■ THE PROBLEM ■
Down to the last line, reproduce the data below exactly.

[Dataset entries]
=== Begin Enclosure ===
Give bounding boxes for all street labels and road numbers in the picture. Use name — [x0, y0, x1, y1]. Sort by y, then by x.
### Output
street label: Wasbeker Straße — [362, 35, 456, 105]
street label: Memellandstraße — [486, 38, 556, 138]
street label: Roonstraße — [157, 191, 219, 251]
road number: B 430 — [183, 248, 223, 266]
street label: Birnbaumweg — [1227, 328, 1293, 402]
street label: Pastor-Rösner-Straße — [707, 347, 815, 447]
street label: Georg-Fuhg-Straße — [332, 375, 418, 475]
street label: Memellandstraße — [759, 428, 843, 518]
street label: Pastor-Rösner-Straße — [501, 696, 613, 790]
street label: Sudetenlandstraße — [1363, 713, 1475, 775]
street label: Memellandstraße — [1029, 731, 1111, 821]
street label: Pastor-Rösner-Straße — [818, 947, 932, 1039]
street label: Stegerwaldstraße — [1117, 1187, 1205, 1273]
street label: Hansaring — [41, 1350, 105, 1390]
=== End Enclosure ===
■ WRITTEN RESPONSE ■
Give bounding boxes for all street labels and road numbers in the picture. Use name — [x0, y0, x1, y1]. Sort by y, then by x.
### Output
street label: Wasbeker Straße — [362, 35, 456, 105]
street label: Memellandstraße — [486, 38, 556, 138]
street label: Roonstraße — [157, 191, 219, 251]
road number: B 430 — [183, 248, 223, 266]
street label: Birnbaumweg — [1227, 328, 1293, 402]
street label: Pastor-Rösner-Straße — [707, 347, 815, 447]
street label: Georg-Fuhg-Straße — [332, 375, 418, 475]
street label: Memellandstraße — [759, 428, 843, 518]
street label: Pastor-Rösner-Straße — [501, 696, 613, 790]
street label: Sudetenlandstraße — [1363, 713, 1475, 775]
street label: Memellandstraße — [1029, 731, 1111, 821]
street label: Pastor-Rösner-Straße — [818, 947, 932, 1039]
street label: Stegerwaldstraße — [1117, 1187, 1205, 1273]
street label: Hansaring — [41, 1350, 105, 1390]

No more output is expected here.